Welcome to the Kurrasch Lab
We are within the Department of Medical Genetics, Hotchkiss Brain Institute and the Alberta Children’s Hospital Research Institute in the Cumming School of Medicine.
The Kurrasch Lab has three research streams:
(1) Programs that govern brain development. We are especially focused on how hypothalamic neurons become organized into distinct neuronal clusters (“nuclei”). Projects in the lab are focused on the identification and characterization of intrinsic and extrinsic cues that influence hypothalamic cell fate decisions, neuronal migration, and neural function. We also examine the role of embryonic microglia on neural progenitor behaviors in the developing hypothalamus. Finally, we study cell sorting mechanisms that position hypothalamic neurons within their respective nuclei.
As we learn more about these developmental programs, we also study how external challenges such as maternal stress, environmental chemicals, and maternal obesity perturb the neurodevelopmental of this critical brain region.
(2) Psychedelic compounds in the human brain. This multi-disciplinary project studies how psychedelic compounds, such as psilocybin, MDMA, LSD, and DMT and proprietary analogs, impact neuronal properties and networks in human brain organoids. We also are collaborating with computational neuroscientists to develop machine learning tools to define social behavior assays in freely moving animals to differentiate the behavioral effects of these compounds.
(3) Novel target and drug discovery for the treatment of refractory epilepsy. This translational program exists in collaboration with our clinician colleagues at Alberta Children's Hospital, the British Columbia Children's Hospital, and Rady Children's Hospital in San Diego.
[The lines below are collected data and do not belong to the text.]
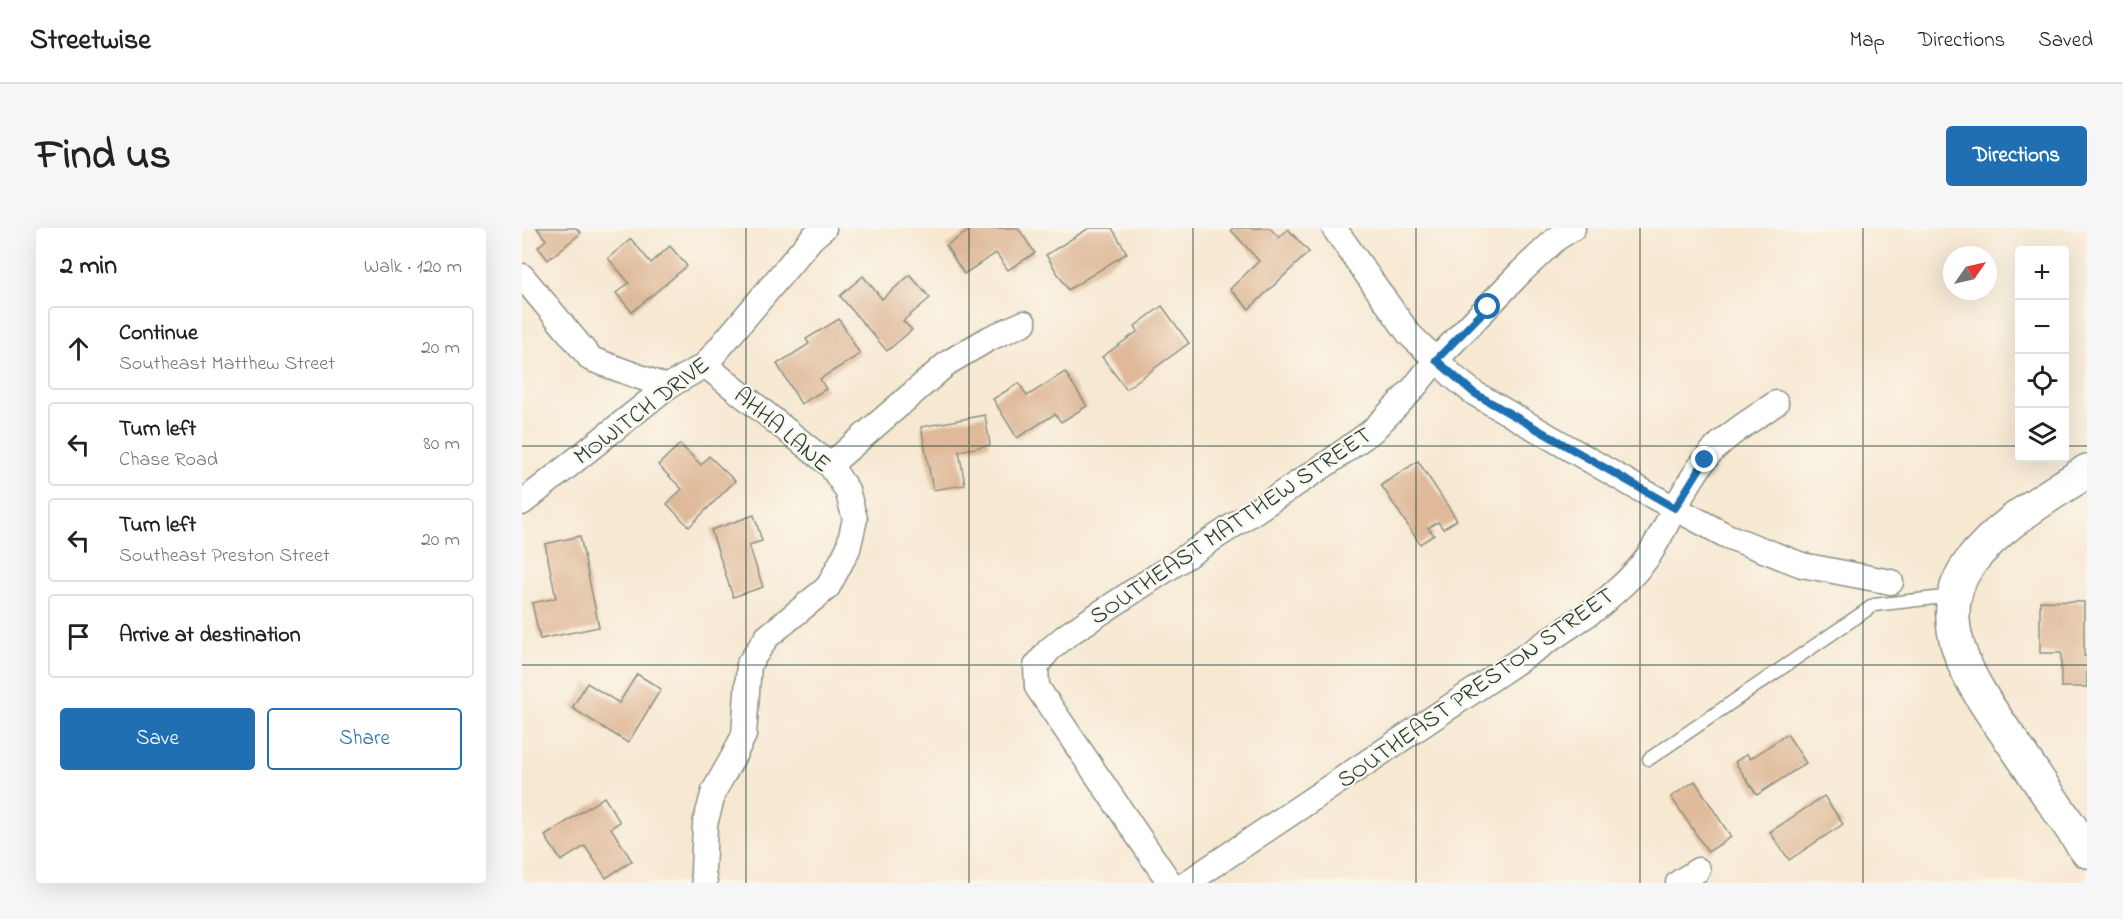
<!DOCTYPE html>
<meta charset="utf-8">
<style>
body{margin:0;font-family:"Indie Flower",sans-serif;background:#f6f6f6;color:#222}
.controls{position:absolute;right:18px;top:18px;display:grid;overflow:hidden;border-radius:6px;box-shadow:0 6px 24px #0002}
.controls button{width:54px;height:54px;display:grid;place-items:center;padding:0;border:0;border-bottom:2px solid #e0e0e0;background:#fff;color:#222;font:30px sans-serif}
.compass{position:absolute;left:1421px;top:18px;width:54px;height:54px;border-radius:50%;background:#fff;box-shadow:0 6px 24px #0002;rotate:56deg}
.stop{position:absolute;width:18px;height:18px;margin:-14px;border:4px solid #1f6fb2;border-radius:50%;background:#fff}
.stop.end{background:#1f6fb2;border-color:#fff;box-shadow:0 2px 6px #0008}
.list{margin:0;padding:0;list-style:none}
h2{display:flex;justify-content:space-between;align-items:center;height:78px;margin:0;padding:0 24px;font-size:26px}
h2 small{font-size:20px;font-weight:400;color:#767676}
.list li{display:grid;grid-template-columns:39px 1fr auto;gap:18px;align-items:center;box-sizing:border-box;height:84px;margin:0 12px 12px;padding:0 12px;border:2px solid #e0e0e0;border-radius:6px}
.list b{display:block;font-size:22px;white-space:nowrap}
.list p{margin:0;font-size:20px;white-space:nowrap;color:#767676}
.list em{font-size:20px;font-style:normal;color:#767676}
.actions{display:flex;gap:12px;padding:18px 24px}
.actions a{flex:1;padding:14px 0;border:2px solid #1f6fb2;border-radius:6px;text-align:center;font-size:21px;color:#1f6fb2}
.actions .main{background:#1f6fb2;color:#fff}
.icon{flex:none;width:33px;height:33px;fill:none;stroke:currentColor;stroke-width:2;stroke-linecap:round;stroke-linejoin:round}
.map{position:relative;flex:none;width:1565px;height:655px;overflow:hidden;border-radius:6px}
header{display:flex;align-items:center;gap:36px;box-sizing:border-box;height:84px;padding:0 30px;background:#fff;border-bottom:2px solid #e0e0e0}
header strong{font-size:28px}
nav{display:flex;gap:33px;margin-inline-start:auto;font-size:21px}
.intro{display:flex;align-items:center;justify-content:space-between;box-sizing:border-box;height:144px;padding:0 36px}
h1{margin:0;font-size:42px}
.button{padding:15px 27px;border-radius:6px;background:#1f6fb2;color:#fff;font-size:21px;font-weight:700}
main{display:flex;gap:36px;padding:0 36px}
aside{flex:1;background:#fff;border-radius:6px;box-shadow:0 6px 24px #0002}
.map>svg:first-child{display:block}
.building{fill:#dfb999}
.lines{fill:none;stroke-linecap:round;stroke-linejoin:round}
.lane-casing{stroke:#8b9283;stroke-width:15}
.street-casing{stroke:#8b9283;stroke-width:27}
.secondary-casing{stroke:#8b9283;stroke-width:36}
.lane{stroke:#fff;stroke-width:12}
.street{stroke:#fff;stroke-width:24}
.secondary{stroke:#fff;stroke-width:33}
.route{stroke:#1f6fb2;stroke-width:8}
.grid{fill:none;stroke:#1f3d34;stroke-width:1.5;stroke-opacity:0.55}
.labels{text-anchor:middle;stroke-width:4.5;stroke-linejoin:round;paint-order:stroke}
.street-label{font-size:24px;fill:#1f3d34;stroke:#fbf7ec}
</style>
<header>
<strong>Streetwise</strong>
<nav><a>Map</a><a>Directions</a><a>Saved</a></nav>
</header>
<div class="intro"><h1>Find us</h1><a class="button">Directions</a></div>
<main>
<aside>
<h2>2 min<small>Walk · 120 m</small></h2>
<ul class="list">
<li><svg class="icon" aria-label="ahead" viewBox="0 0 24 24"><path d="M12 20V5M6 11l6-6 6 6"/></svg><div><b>Continue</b><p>Southeast Matthew Street</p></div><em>20 m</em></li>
<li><svg class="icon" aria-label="left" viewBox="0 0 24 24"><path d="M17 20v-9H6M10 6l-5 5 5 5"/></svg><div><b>Turn left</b><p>Chase Road</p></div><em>80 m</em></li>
<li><svg class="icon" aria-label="left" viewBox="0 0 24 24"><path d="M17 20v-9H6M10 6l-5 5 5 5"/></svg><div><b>Turn left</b><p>Southeast Preston Street</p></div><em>20 m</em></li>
<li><svg class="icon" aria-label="arrive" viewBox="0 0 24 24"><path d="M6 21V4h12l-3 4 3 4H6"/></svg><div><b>Arrive at destination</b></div></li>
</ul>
<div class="actions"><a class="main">Save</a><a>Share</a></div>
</aside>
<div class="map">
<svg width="1565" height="655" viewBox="0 0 1565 655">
<rect width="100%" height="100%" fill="#fbf7ec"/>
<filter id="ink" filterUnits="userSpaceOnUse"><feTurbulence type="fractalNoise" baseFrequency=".0167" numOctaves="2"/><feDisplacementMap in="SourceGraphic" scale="12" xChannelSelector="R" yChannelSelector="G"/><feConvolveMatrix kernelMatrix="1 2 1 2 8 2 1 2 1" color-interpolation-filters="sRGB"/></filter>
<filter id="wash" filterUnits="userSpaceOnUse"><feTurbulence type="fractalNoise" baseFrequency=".008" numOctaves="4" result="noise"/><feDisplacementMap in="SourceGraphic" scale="24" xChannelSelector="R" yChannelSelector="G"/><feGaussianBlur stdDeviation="1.35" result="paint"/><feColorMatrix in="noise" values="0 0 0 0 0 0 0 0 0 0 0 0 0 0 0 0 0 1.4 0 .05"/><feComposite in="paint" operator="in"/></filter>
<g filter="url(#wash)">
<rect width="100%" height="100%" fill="#f7e8d2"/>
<g id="blocks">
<g class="building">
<path d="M15,0h39l5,5 -33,27 -10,-13 8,-7z"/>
<path d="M451,0h45l17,25 -27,17 -12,-17 -32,21 -18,-28z"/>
<path d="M567,0h23l15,25 -59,37 -22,-35z"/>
<path d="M711,0h37l9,10 9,-9 21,23 -60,57 -19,-20 29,-28 -28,-31z"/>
<path d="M109,11l20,24 19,-17 17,20 -55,46 -16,-19 13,-10 -21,-25z"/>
<path d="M388,47l20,23 -27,23 9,9 -25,21 -47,-55 23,-20 19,23z"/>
<path d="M640,78l27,37 -63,46 -24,-32 36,-26 -3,-5z"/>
<path d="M317,91l21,35 -40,25 6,10 -25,15 -24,-40 32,-20 -3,-5z"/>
<path d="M543,144l22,34 -26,16 -6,-8 -38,24 -24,-39 26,-16 8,13z"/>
<path d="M463,187l5,30 -31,6 6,34 -32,5 -12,-63z"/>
<path d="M158,216l21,21 8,-9 26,25 -46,46 -22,-23 15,-15 -24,-24z"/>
<path d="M896,233l39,59 -14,9 -5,-7 -10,6 6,7 -14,9 -39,-59z"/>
<path d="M232,287l8,26 -13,4 14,42 -30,10 -22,-67z"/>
<path d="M58,308l19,91 -59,12 -8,-36 24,-5 -11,-54z"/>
<path d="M1518,373l44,1v54h3v31h-26v-34h-21z"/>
<path d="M115,446l24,15 -33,54 -56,-35 15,-25 32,20z"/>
<path d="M1265,506l19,29 -49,32 -22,-33 12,-8 3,5z"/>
<path d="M1173,553l36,56 -23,15 -37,-55z"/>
<path d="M1302,568l19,28 -54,36 -19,-28z"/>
<path d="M82,569l16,25 -9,6 21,33 -26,17 -21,-32 -24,15 -16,-25z"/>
</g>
</g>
</g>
<g filter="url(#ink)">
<use href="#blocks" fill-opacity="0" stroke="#8b9283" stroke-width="1.5"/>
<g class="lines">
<g class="lane-casing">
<path id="lane" d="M1127,531l225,-154 78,-9"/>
</g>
<g class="street-casing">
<g id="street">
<path d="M812,0l75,106 46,44 19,15 167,97 86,46 75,29 89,17"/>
<path d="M0,48l69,83 76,28"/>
<path d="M308,237l119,-103 41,-24 34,-15"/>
<path d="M0,275l145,-116 38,-22 107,-127 12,-10"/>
<path d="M183,655l-2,-11 2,-48 9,-33 18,-32 12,-24 5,-71 18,-27 61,-50 20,-38 7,-30 -8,-29 -17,-25 -125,-100"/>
<path d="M648,655l-133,-196 -1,-21 13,-16 18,-15 264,-174 41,-30 40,-41 24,-30 86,-89 34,-32 17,-11"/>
<path d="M665,655l410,-275c19,-17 40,-34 54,-56 18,-30 32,-64 53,-91 19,-25 47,-40 72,-58"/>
<path d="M1156,655l20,-13"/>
</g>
</g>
<g class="secondary-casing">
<path id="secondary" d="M1565,243c-41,27 -88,53 -118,93 -46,63 16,138 51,189 22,33 45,66 67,98"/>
</g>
<use href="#lane" class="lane"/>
<use href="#street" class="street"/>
<use href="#secondary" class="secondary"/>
</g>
</g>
<g class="lines" filter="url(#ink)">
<path class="route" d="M966,79l-52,53 38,33 201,115 30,-48"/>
</g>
<path class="grid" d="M224,0v655M447,0v655M671,0v655M894,0v655M1118,0v655M1341,0v655M0,218h1498M1542,218h23M0,437h1565"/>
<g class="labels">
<g class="street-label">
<text transform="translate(119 182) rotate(-37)" y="8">MOWITCH DRIVE</text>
<text transform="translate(261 201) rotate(40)" y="8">AHHA LANE</text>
<text transform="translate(708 297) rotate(-34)" y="8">SOUTHEAST MATTHEW STREET</text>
<text transform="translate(953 459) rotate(-35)" y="8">SOUTHEAST PRESTON STREET</text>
</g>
</g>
</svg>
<div class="controls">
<button>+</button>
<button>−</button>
<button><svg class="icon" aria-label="locate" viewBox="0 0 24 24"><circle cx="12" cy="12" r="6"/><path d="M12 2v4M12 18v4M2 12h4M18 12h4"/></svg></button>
<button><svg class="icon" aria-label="layers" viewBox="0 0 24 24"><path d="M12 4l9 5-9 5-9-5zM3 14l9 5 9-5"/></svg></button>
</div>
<svg class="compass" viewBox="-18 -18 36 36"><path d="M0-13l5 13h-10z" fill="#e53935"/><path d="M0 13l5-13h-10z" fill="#767676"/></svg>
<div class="stop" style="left:966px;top:79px"></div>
<div class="stop end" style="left:1183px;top:232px"></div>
</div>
</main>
Using our established metabolism-based screening platform, we have identified novel druggable targets for the treatment of refractory pediatric epilepsies that we have exploited for the development of new therapies. We have one drug in clinical trials and have other lead compounds we are pursuing commercially.
To conduct this research, we employ zebrafish, mice, and human brain organoid models. We rely on a variety of molecular and cellular techniques, including gene editing tools, CLARITY staining, confocal/super-resolution microscopy, time-lapse imaging, scRNASeq & bioinformatics, behavioral paradigms, EEG/e-phys, and neurosphere & cell culturing, among other methods.